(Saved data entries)
..........
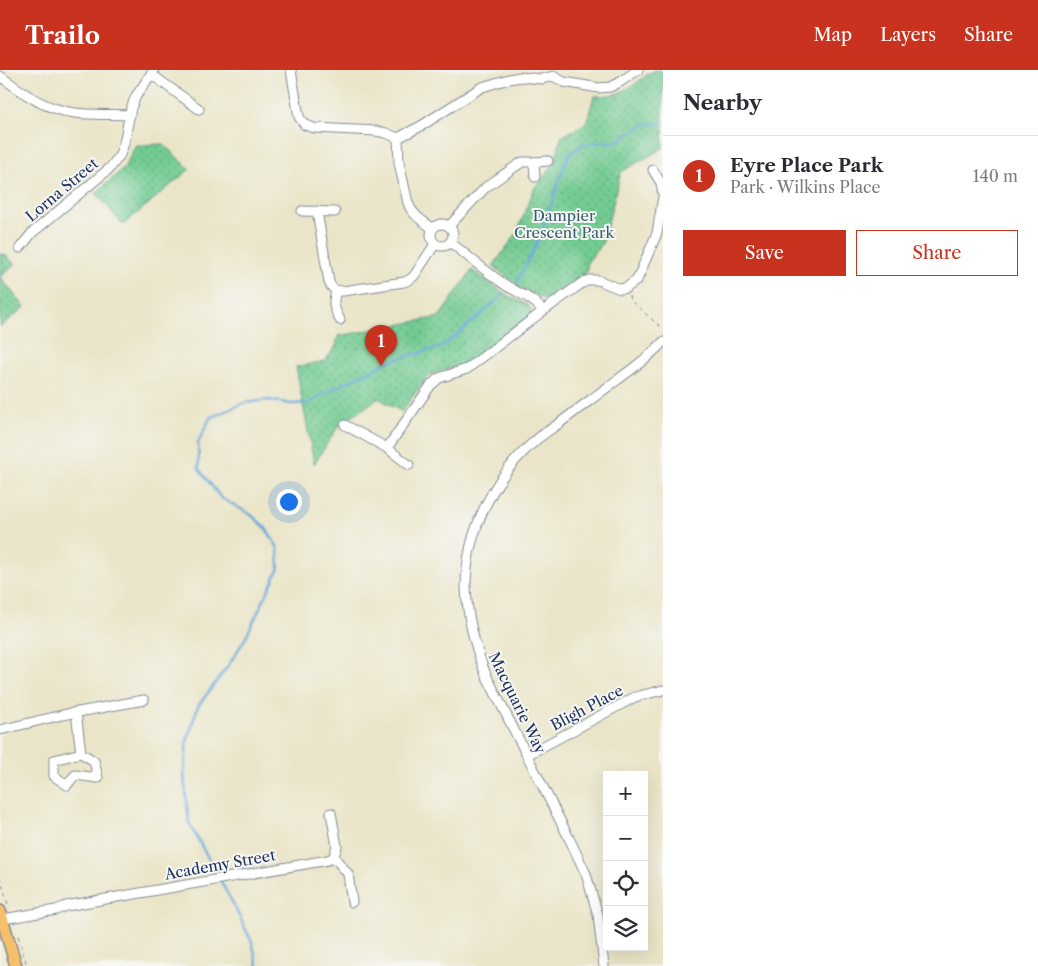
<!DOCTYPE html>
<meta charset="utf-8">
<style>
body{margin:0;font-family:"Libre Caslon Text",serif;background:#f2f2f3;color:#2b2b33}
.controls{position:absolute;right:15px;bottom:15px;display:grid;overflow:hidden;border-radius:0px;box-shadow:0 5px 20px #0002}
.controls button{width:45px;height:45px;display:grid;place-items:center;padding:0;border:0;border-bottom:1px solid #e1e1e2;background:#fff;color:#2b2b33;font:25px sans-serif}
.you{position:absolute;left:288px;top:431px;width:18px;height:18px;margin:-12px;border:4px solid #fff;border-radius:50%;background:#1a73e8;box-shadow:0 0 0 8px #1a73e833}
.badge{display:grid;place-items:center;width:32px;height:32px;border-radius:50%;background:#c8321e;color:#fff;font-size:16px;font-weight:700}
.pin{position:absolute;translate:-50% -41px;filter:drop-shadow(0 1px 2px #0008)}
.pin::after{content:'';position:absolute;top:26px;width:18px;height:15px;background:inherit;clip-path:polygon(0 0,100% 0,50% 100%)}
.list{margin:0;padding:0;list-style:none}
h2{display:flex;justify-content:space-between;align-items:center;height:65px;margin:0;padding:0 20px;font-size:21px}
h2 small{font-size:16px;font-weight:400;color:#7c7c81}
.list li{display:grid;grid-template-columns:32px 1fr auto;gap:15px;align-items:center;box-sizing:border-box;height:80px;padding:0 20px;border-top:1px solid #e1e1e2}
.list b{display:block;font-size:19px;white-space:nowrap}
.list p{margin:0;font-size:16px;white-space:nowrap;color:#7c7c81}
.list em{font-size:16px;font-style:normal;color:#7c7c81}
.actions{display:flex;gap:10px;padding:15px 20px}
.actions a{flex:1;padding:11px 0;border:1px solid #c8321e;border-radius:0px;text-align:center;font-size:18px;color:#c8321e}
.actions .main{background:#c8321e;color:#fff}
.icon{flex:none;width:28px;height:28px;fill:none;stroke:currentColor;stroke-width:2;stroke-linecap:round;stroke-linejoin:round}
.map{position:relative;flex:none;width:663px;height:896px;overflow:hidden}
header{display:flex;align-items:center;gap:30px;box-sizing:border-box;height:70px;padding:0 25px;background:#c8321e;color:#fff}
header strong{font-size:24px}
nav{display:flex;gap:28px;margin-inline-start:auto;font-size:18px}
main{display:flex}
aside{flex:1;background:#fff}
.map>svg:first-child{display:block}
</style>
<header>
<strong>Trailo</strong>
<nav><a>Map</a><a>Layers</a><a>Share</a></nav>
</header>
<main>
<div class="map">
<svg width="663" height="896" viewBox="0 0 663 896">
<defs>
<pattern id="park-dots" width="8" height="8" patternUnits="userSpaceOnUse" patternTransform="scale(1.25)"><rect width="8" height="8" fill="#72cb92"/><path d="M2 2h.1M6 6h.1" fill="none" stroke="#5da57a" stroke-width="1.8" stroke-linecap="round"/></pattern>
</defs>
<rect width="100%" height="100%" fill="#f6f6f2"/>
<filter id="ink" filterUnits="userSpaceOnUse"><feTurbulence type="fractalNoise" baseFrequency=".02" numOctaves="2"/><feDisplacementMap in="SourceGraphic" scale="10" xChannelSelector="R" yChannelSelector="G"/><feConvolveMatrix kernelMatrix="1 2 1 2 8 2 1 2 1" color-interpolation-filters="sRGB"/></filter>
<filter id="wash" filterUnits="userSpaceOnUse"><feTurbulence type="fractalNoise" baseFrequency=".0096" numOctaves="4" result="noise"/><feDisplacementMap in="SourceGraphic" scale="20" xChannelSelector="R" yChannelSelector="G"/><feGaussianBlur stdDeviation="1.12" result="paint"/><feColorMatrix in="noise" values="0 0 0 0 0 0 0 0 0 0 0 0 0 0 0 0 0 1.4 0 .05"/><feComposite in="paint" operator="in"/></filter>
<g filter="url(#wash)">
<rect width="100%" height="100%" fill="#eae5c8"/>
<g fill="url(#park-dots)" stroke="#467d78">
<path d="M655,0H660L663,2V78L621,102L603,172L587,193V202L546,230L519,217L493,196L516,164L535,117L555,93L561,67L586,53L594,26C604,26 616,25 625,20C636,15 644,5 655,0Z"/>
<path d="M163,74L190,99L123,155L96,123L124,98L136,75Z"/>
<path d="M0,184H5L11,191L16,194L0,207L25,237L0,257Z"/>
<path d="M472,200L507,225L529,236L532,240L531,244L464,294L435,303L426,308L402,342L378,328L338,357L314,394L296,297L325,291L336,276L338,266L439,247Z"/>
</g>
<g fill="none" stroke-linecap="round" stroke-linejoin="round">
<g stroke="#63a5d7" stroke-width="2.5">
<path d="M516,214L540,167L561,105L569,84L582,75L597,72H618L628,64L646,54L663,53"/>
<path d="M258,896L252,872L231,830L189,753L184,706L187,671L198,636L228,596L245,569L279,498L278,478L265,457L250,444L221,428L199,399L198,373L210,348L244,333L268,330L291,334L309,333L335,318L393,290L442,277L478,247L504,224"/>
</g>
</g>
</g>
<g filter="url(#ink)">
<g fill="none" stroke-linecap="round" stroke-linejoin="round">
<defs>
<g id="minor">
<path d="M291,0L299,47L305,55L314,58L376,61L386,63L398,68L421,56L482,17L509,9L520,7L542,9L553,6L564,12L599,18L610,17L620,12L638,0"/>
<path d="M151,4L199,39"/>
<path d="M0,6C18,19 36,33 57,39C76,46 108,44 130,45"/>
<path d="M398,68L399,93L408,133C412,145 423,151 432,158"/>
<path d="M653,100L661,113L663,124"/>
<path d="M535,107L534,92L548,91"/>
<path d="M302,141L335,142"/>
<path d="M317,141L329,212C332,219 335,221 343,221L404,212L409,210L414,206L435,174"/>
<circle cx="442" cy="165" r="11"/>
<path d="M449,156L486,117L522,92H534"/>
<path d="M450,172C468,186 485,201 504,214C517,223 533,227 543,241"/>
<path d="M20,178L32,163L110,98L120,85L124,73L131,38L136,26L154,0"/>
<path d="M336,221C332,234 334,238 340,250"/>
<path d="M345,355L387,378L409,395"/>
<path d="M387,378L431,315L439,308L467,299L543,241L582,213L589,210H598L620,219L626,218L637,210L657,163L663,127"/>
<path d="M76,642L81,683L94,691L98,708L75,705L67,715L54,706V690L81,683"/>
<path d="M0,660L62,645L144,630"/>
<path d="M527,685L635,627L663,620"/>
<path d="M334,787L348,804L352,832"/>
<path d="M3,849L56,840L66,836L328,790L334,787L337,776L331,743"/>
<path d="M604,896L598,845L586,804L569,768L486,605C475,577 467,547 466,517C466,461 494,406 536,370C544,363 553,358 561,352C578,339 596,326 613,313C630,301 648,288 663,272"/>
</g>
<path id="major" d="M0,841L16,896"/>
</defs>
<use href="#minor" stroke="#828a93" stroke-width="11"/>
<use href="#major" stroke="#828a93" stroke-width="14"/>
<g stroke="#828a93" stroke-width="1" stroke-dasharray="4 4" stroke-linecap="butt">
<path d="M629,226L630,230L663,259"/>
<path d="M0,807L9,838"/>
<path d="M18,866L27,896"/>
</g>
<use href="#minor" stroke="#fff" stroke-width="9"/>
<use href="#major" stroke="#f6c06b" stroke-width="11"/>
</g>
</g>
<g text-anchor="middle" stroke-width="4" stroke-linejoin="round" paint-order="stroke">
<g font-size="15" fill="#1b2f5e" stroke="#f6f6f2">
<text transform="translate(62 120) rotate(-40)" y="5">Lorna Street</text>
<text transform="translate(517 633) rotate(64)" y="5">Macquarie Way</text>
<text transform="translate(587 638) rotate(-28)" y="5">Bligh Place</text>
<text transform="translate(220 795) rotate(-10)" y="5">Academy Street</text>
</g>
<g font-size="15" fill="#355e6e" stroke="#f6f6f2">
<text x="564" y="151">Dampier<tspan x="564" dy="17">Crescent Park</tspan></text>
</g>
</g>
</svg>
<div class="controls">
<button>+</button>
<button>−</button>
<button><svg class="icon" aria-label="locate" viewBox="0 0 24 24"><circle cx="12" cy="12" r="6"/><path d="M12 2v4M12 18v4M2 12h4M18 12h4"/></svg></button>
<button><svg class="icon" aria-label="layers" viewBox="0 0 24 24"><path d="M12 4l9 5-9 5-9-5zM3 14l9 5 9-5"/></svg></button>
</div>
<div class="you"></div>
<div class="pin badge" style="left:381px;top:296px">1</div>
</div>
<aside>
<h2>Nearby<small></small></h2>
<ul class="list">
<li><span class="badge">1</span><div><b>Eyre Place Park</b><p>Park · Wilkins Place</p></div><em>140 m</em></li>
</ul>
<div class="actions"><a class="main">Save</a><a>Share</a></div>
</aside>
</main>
..........
**WHAT THIS TASK INVOLVES**.
From the entries, copy every line in which the string "bottom" can be found.

**ANSWER SPACE**.
.controls{position:absolute;right:15px;bottom:15px;display:grid;overflow:hidden;border-radius:0px;box-shadow:0 5px 20px #0002}
.controls button{width:45px;height:45px;display:grid;place-items:center;padding:0;border:0;border-bottom:1px solid #e1e1e2;background:#fff;color:#2b2b33;font:25px sans-serif}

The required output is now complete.